Total the lines of the listing below that hold the word "nowrap". Output nothing except that number.

[[ Data for this task, beginning ]]

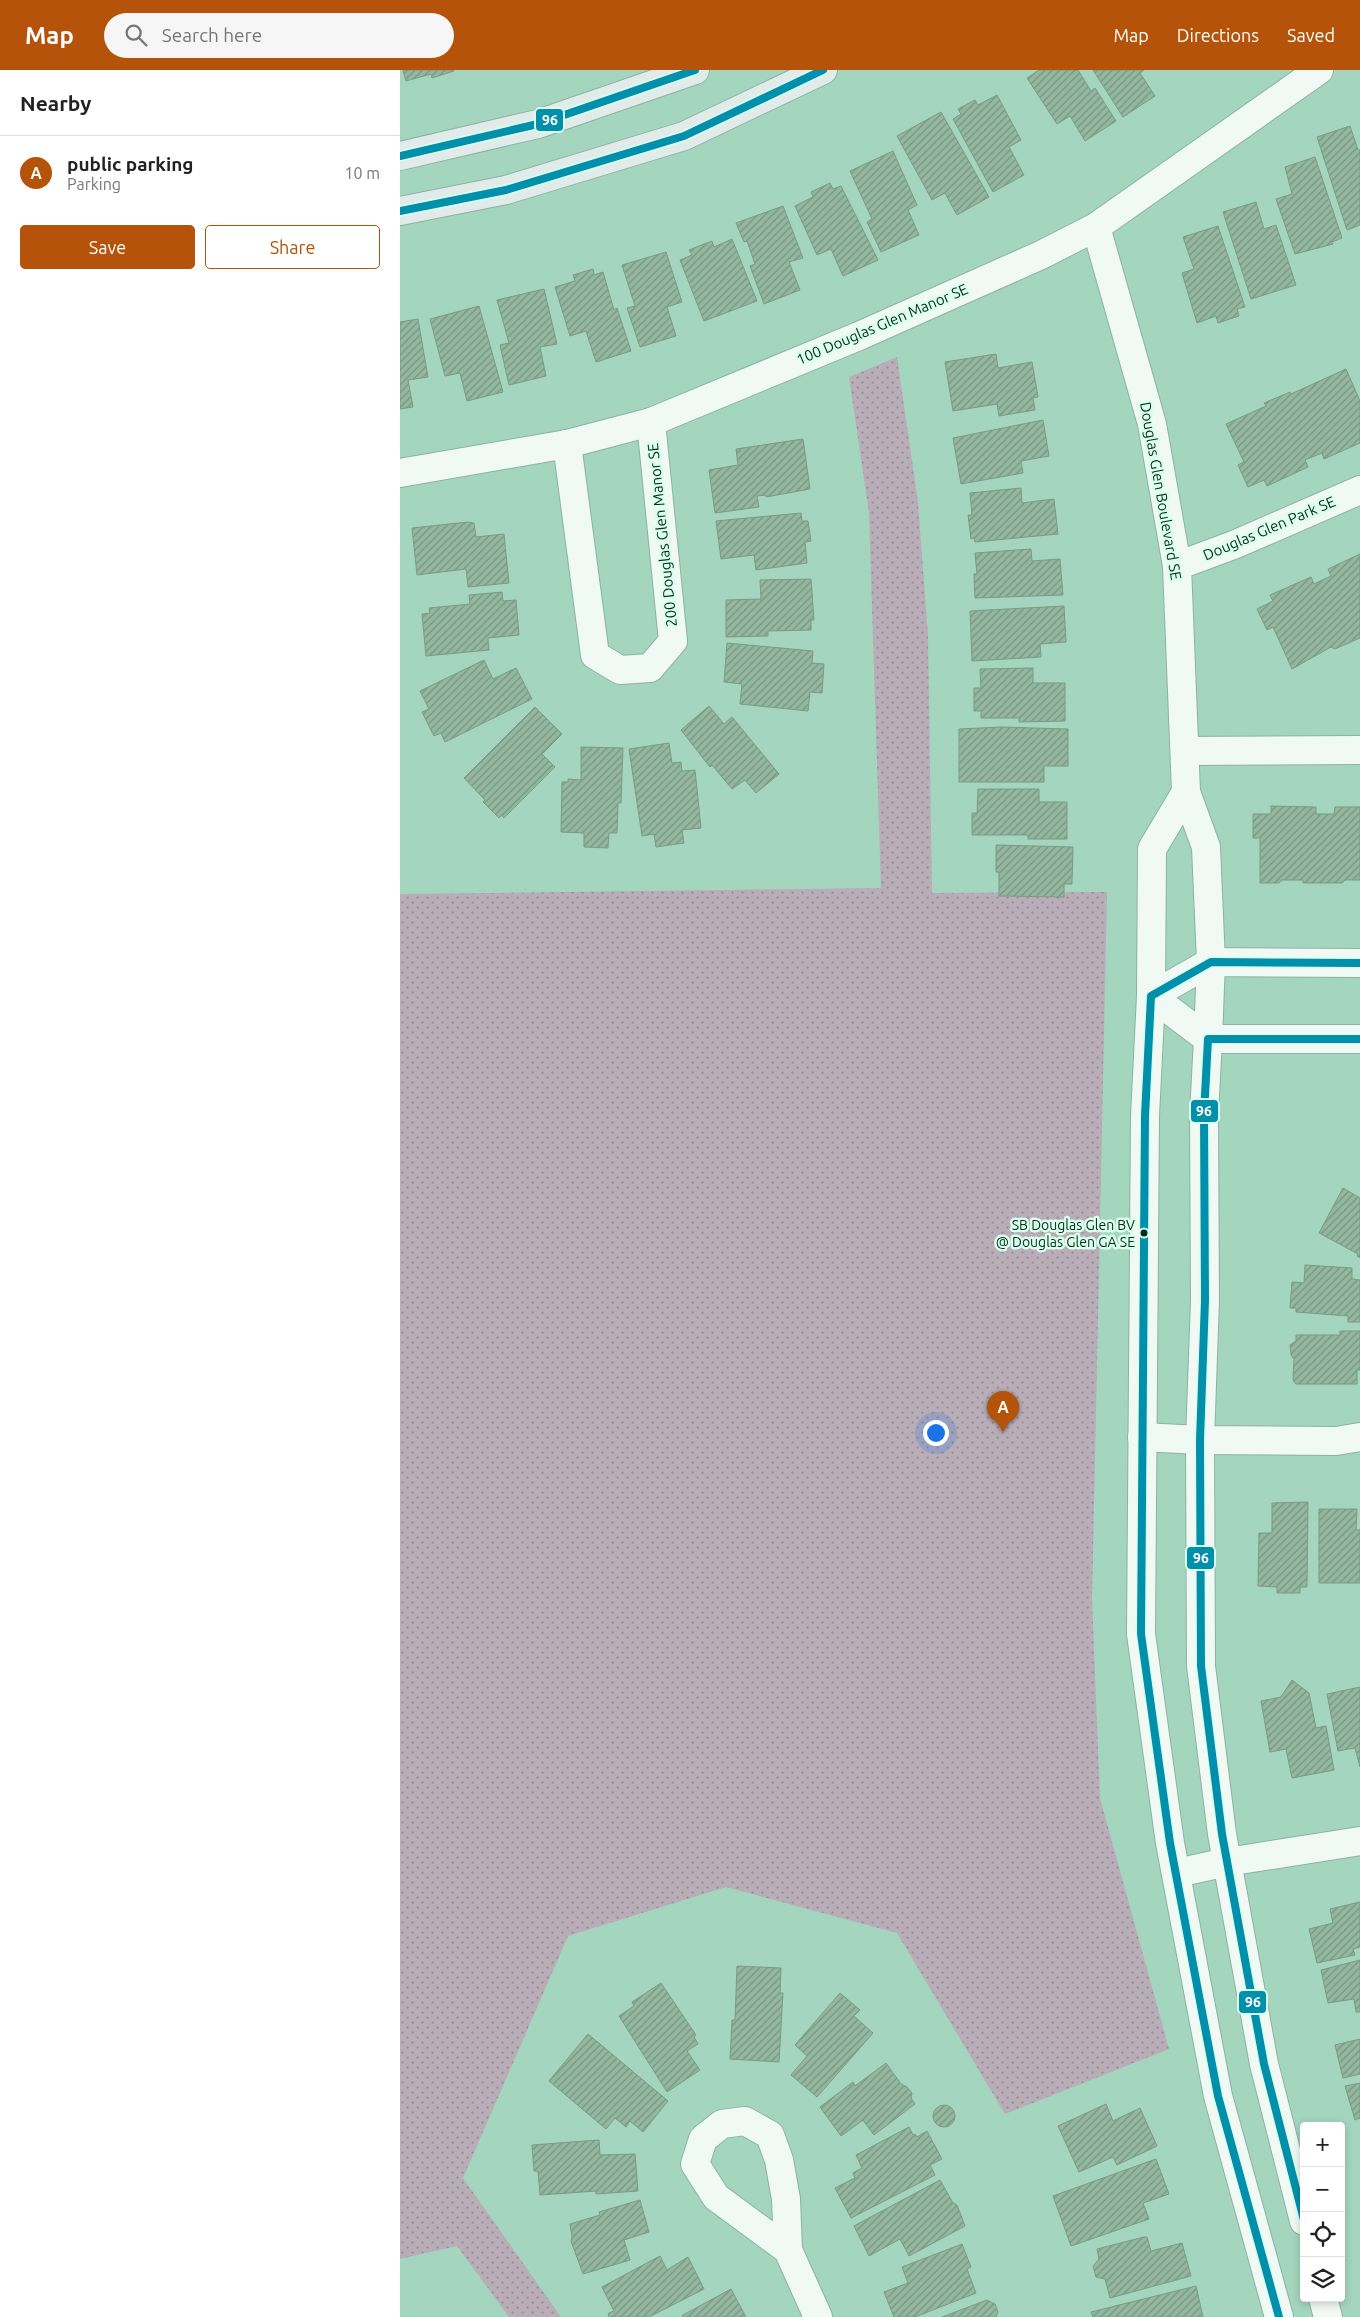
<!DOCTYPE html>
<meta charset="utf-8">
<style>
:root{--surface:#fff;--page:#f6f6f6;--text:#222;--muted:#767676;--line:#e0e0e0;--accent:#b45309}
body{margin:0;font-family:Ubuntu,sans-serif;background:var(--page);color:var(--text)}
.controls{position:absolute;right:15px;bottom:15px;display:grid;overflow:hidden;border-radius:5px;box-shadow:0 2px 8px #0003}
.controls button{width:45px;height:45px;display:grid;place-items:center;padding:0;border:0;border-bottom:1px solid var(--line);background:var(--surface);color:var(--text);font:25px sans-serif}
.you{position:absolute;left:535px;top:1362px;width:18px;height:18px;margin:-12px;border:4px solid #fff;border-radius:50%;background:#1a73e8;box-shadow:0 0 0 8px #1a73e833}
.badge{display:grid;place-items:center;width:32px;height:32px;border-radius:50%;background:var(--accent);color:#fff;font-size:16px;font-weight:700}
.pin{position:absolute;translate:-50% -41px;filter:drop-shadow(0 1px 2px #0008)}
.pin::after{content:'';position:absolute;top:26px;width:18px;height:15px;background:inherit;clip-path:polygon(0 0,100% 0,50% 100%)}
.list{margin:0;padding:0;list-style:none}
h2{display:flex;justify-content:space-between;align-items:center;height:65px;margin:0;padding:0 20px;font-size:21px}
h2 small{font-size:16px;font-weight:400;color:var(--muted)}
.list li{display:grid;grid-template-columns:32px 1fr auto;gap:15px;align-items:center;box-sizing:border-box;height:75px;padding:0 20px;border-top:1px solid var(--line)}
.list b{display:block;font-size:19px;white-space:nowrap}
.list p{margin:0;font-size:16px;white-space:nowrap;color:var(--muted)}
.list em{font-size:16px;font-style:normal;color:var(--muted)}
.actions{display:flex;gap:10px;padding:15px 20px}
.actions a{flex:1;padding:11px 0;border:1px solid var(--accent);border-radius:5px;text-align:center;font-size:18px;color:var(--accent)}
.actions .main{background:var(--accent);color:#fff}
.icon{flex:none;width:28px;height:28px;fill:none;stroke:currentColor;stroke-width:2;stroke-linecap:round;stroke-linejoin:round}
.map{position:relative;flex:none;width:960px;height:2247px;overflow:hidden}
header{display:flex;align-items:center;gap:30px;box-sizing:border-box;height:70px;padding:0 25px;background:var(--accent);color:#fff}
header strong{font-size:24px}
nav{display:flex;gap:28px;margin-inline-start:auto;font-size:18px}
.search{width:350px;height:45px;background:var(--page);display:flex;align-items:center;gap:12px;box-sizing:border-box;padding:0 18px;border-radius:28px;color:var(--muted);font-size:19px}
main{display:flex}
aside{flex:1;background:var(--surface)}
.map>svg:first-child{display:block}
.park{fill:url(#park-dots)}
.building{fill:url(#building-hatch);stroke:#7a9b86}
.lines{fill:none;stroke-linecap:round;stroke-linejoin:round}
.minor-casing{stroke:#8cb3a2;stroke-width:30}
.tertiary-casing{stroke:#8cb3a2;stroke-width:30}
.secondary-casing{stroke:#8cb3a2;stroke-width:30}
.minor{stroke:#f1f9f5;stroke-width:28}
.tertiary{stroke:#f1f9f5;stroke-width:28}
.secondary{stroke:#e1ecea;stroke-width:28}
.bus-1-casing{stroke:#dcffed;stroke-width:11}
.bus-1{stroke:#0190ab;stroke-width:8}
.bus-dot{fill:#042e1e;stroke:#dcffed;stroke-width:2}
.labels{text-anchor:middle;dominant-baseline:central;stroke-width:5;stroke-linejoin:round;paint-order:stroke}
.bus-label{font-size:14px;fill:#042e1e;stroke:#dcffed;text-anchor:end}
.street-label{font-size:15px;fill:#042e1e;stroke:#dcffed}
.line-badge{stroke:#dcffed;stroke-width:2}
.badge-label{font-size:14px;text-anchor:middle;font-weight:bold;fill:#fff}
</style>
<header>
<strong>Map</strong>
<div class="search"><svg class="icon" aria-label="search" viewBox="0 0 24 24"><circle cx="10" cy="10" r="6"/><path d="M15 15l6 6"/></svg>Search here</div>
<nav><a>Map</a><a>Directions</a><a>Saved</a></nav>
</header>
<main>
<aside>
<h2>Nearby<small></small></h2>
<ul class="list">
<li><span class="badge">A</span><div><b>public parking</b><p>Parking</p></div><em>10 m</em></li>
</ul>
<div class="actions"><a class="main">Save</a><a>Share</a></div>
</aside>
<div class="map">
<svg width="960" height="2247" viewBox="0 0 960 2247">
<defs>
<pattern id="park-dots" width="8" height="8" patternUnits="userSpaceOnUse" patternTransform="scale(1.25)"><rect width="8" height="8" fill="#b9adb7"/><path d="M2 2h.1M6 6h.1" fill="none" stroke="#948d94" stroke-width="1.8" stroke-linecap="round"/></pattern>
<pattern id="building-hatch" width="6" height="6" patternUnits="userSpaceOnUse" patternTransform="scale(1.25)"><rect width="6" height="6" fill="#94b7a0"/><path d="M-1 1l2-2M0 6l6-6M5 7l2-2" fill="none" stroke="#779582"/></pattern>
</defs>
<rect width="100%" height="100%" fill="#a4d5bf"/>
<path class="park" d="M497,287L518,432L528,566L532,823L707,822L692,1530L700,1728L769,1979L605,2044L497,1863L326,1817L168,1866L63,2108L161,2247H109L57,2176L0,2189V824L481,818L469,443L449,307Z"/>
<g class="building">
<path d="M3,0H54V1L32,8L31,4L6,11Z"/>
<path d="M639,0H678L691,21L695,18L716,51L685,71L670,46L657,54L627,8Z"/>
<path d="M693,0H744L740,3L755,26L723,47Z"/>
<path d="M597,25L621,70L609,77L624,105L593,122L553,49L561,44L558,39L575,30L578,35Z"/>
<path d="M541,42L589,127L557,145L545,123L532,130L497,66Z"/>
<path d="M950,56L958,80H960V155L947,160L917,67Z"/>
<path d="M493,81L517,135L508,140L519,165L481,182L467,152L472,149L450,101Z"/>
<path d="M915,87L942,168L932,172L933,174L895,184L876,129L892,124L885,97Z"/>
<path d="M430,113L433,119L441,116L478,190L443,206L431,179L417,185L395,136L413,127L411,122Z"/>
<path d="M856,132L864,159L876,155L896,215L851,229L823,142Z"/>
<path d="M383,136L403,188L389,192L400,220L364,234L350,196L355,194L347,171L344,172L336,153Z"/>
<path d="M818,156L845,237L837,239L839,246L818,253L816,246L797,253L782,203L794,199L783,167Z"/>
<path d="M332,169L357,231L304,251L280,190L292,185L289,180L312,171L314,177Z"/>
<path d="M266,182L282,232L267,237L276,266L240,277L227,238L235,236L222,195Z"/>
<path d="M193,199L194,205L203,202L214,240L217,238L231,281L196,292L186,261L170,266L155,217L175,211L173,205Z"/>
<path d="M144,219L157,274L140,277L146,306L109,315L100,275L109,273L97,230Z"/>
<path d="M79,236L103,322L67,331L60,303L45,306L30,249Z"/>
<path d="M18,249L28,307L8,310L13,337L0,339V252Z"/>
<path d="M596,284L598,298L632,292L638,327L633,328L635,340L599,346L597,334L553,341L545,292Z"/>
<path d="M946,299L960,331V373L924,389L922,383L905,390L908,397L867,416L864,410L848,417L838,395L844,392L826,354L866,336L864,333L890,322L891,324Z"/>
<path d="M643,350L649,386L621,391L623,403L561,414L553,368Z"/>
<path d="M403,369L410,419L366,427V425L357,426L359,437L315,443L309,400L338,395L336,379Z"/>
<path d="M621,418L622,433L654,429L658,464L575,472L574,468L571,469L568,445H572L570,423Z"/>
<path d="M401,443L402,451H408L411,471L405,472L407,493L356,500L354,485L321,489L316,451Z"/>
<path d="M68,452L74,453L76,467L104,464L109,513L68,517L66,499L17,505L12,458Z"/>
<path d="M631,479L632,491L660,489L663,525L575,528L574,504H577L575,483Z"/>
<path d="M960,484V568L935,579L931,577L892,599L873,557L867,560L857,539L873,531L870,525L911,507L914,514L931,506L928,499Z"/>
<path d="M411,509L414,550H411V560L368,561V566L326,567V530L361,529L360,510Z"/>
<path d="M102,522L103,531L116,530L119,565L88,568L89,580L26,586L22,544L30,543L29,538L70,534L69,525Z"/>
<path d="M664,536L666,572L640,574L641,587L572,591L570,541Z"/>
<path d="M327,573L413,581L412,593L424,594L422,623L410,622L408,641L340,634L342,614L324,612Z"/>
<path d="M84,590L93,609L116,598L132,629L45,672L41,663L34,666L22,642L29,639L20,621Z"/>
<path d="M633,598V613H665V651L619,652V648H581V641H574V618H581L580,599Z"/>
<path d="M309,636L324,654L332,647L379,704L356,723L345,710L332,719L312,695L310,697L281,660Z"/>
<path d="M135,637L162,664L142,684L155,697L104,748L102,745L99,748L83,732L85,730L64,708Z"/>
<path d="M601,657L668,659V696H644V712H559V659Z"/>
<path d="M269,673L272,693L281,692L282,701L295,700L301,758L282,760L284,773L256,777L254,764L242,766L229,679Z"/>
<path d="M181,677L223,678L221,733H218L217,763H209L208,778L184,777V763L161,762L162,712H168V709L181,710Z"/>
<path d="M578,719H639V732H667V769H628V765H572V743H577Z"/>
<path d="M871,736L916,737V744H934L935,737H960V810H945L942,813H903V810H882L879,813H860V768H853V744H871Z"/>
<path d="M596,775L673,777L672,814H664V827L599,826V802H596Z"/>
<path d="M943,1118L960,1128V1188L957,1186L958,1184L919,1163Z"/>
<path d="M905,1195L952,1198V1209L960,1210V1252H948V1246L896,1242V1238H890L892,1212L904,1213Z"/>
<path d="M940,1261H960V1300H957V1314H896L893,1310L894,1289L891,1285L890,1275L896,1271V1265H940Z"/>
<path d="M908,1432L907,1517H900V1523H877V1517L858,1516L859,1463H872V1433Z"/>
<path d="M919,1439H957L956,1460H960V1513H919Z"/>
<path d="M892,1610L909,1623L916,1658L926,1656L934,1700L892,1708L886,1679L870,1682L861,1631L881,1627Z"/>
<path d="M960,1617V1697L955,1678L938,1681L927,1624Z"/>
<path d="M960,1832V1877L953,1879L955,1885L917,1893L909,1859L933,1853L930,1839Z"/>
<path d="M960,1890V1942H956L954,1929L928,1933L921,1900Z"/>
<path d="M337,1896L381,1898L380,1923H383L379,1992L330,1989L332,1950H335Z"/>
<path d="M261,1913L296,1965L294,1967L298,1974L287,1981L300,2000L267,2022L219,1946L234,1936L232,1932Z"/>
<path d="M440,1923L460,1940L454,1946L473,1963L417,2027L391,2005L407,1986L395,1975Z"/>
<path d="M188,1964L268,2031L243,2062L230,2051L226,2057L215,2048L206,2059L149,2011Z"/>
<path d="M960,1969V2004L943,2008L935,1975Z"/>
<path d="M486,1993L501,2014L507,2017L512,2023L511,2028L515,2034L474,2065L463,2050L441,2066L420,2037L453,2012L455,2016Z"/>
<path d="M960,2013V2048L955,2050L945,2016Z"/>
<path d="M706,2034L713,2051L740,2038L757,2076L717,2095L713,2087L679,2102L658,2056Z"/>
<circle cx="544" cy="2046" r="11"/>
<path d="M509,2057L513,2065L515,2064L517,2067L527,2061L542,2089L530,2095L535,2105L451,2148L435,2118L455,2108L453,2103L462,2098L456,2085Z"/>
<path d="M199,2070L200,2085L235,2084L238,2121L196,2124V2121L140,2125L138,2101H134L132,2075Z"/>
<path d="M756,2089L769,2124L743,2133L749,2149L671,2176L653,2126Z"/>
<path d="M540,2110L553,2133L557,2135L565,2156L509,2186L500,2169L469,2186L454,2156Z"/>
<path d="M240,2130L249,2162L224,2170L230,2190L183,2204L171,2171L172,2167L170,2154L200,2145L199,2142Z"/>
<path d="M744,2167H747L751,2181L782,2173L791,2206L710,2228L705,2209L696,2207L693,2196L699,2189L697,2179Z"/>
<path d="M562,2174L571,2197L567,2199L576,2223L515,2247H494L484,2222L508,2213L502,2197Z"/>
<path d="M260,2186L267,2200L288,2187L304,2219L249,2247H208L209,2243L214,2241L202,2217Z"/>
<path d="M796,2216L803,2247H693L691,2242Z"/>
<path d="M331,2219L346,2247H282L283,2245Z"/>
<path d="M587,2230L595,2234L598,2242L596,2247H542Z"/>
</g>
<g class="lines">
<defs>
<g id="minor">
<path d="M696,157L752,354L777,496L786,722L806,777L811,892L808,969"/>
<path d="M167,374L195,585L220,600L250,598L273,571L251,352"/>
<path d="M0,403L167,374L251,352L459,266L641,185L696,157L919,0"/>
<path d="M777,496L836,474L960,420"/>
<path d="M785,681L960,680"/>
<path d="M751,926L752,779L786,722"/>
<path d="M742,1367L800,1370L936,1371L960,1367"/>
<path d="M777,1803L827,1792L960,1771"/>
<path d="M388,2180L316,2127L295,2094L303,2069L322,2054L345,2051L370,2065L379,2090L386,2129L388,2180L418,2247"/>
</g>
<g id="tertiary">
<path d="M751,926L745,1046L741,1564L770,1773L818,2026L879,2247"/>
<path d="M751,926L808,969H960"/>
<path d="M751,926L811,892L960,893"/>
<path d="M808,969L804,1044L805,1230L800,1370L801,1596L822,1764L864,1994L904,2151"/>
<path d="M923,2228L928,2247"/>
</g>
<g id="secondary">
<path d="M0,86L138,54L295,0"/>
<path d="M0,141L106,120L284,66L423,0"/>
</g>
</defs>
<use href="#minor" class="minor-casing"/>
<use href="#tertiary" class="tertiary-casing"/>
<use href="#secondary" class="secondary-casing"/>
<use href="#minor" class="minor"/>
<use href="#tertiary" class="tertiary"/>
<use href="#secondary" class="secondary"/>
<defs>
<g id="bus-1">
<path d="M0,86L138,54L295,0"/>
<path d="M0,141L106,120L284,66L423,0"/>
<path d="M904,2150L864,1994L822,1764L801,1596L800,1370L805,1230L804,1044L808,969H960"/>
<path d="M879,2247L818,2026L770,1773L741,1564L745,1046L751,926L811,892L960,893"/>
</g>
</defs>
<use href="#bus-1" class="bus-1-casing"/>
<use href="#bus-1" class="bus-1"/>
</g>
<circle class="bus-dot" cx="744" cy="1163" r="4.5"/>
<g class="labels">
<g class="bus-label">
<text x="735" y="1155">SB Douglas Glen BV<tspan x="735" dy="17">@ Douglas Glen GA SE</tspan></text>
</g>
<g class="street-label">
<text transform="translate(482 254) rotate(-23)">100 Douglas Glen Manor SE</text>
<text transform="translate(761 421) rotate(80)">Douglas Glen Boulevard SE</text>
<text transform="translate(869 458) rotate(-23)">Douglas Glen Park SE</text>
<text transform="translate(262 465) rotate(-96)">200 Douglas Glen Manor SE</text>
</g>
</g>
<g class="line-badge">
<rect x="135" y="38" width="29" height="24" rx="5" fill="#0190ab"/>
<rect x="790" y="1029" width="29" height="24" rx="5" fill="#0190ab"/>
<rect x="786" y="1476" width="29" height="24" rx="5" fill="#0190ab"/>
<rect x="838" y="1920" width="29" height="24" rx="5" fill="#0190ab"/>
</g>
<g class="badge-label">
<text x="150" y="55">96</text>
<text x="804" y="1046">96</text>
<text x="801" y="1493">96</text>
<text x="853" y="1937">96</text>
</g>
</svg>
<div class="controls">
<button>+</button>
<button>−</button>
<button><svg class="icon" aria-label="locate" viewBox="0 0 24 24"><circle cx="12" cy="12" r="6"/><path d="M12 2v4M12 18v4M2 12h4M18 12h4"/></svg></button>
<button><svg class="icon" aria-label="layers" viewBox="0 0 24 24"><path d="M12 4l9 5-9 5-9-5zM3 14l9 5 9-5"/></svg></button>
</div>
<div class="you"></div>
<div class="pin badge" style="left:603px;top:1362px">A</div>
</div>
</main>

[[ Data for this task, end ]]

▶ _Answer for this exercise_
2